Hmm. Interesting thanks.

Plenty of Deauvilles about and they are giving them away http://www.autotrader.co.uk/search/used/bikes/honda/deauville/page/1/sort/locasc

Good for a lot of miles as well. It just isnt what I had in mind but I need to think cleverly here. Yes I want something that will do wheelies and 0-100 in 10 seconds but that isnt going to sell it to Mrs D.

If she was comfy on one of them and had loads of places to put jackets, wine, shopping etc then it might get the thumbs up. Might have to compromise. The main thing for me is I want something that wont break down or give me grief as well as put a smile on my face.

I wouldnt have considered a big tourer but perhaps it might be the sensible compromise choice. They are 234KG though. Will I manage to get one of those on a trailer on my own? Bugger. Confused now. Still no Transalps in my price range round here though. 
I dont have long either. Need to get a bike, trailer, van sorted, work out of the way and away by second week in July.

James. If we do the Stelvio Ill do it early in the morning.


----------



## tugboat (Sep 14, 2013)

Come on, Barry, shape up or ship out!

For reliability go Honda.

Forget the Dullville, you don't need all those panniers to do the passes, you want something lean.

You know you're going to drop it, so don't get anything too tasty.

Loads of Transalps on Ebay, go for a 650 it's much more comfortable than the 600 and lots lighter than the 700.

Think of this bike as a stepping stone. If you try to get something to satisfy your tw.t instincts, you are going to turn off MrsD bigtime, and you will never be allowed to have a bike again.

Get summat sensible for now and break MrsD in easy.

I do not understand your comment about the Motolug trailer, it's a good piece of kit, hence they don't come up secondhand very often.

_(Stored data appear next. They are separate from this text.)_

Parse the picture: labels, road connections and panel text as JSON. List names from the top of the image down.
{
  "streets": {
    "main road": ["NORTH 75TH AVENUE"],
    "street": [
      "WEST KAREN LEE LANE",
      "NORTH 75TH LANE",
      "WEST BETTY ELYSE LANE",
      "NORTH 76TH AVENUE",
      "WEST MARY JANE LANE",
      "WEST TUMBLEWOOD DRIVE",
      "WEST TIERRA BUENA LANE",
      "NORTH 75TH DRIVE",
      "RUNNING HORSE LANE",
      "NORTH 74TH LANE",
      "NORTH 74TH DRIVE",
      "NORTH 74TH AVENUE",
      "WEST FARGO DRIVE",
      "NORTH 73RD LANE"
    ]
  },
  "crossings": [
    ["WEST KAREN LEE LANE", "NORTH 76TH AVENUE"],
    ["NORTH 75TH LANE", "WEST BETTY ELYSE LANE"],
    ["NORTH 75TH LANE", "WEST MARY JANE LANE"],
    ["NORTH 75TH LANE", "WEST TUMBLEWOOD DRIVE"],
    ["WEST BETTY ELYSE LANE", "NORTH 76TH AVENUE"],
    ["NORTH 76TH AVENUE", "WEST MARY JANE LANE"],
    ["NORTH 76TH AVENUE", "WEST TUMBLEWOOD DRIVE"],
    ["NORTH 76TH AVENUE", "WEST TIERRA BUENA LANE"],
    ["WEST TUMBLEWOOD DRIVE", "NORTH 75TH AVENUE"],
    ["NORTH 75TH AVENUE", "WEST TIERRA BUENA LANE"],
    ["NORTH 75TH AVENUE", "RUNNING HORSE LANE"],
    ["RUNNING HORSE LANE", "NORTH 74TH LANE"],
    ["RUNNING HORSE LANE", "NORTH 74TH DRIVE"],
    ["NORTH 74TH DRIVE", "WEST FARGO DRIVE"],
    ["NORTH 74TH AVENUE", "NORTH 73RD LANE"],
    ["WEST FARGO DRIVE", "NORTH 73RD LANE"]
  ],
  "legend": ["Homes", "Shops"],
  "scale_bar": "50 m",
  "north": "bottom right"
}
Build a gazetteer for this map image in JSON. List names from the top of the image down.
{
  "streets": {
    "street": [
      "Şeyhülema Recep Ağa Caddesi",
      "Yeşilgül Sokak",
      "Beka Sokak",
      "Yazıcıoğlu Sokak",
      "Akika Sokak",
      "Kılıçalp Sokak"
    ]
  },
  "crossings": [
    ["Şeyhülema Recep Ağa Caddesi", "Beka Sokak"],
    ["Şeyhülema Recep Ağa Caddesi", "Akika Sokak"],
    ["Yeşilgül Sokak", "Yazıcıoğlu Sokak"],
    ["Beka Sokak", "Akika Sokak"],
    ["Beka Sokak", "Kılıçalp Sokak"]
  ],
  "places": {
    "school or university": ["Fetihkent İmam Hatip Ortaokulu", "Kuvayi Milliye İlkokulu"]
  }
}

They tip up for loading/unloading, so no ramp needed. They do increase your length for the ferries, though.

A short coupled trailer as in your link will be impossible to reverse, so you arrive on site, you have to unload the bike, uncouple the trailer and push it out of the way, then get your van onto it's pitch. What a kerfuffle. :roll:


----------



## philoaks (Sep 2, 2008)

Transalp would be a much easier thing to load on and off a trailer, Stick a Givi topbox on it with a padded backrest and Mrs. D will think she is sitting on a sofa......... Well not quite but SWMBO tells me that the back support makes all the difference.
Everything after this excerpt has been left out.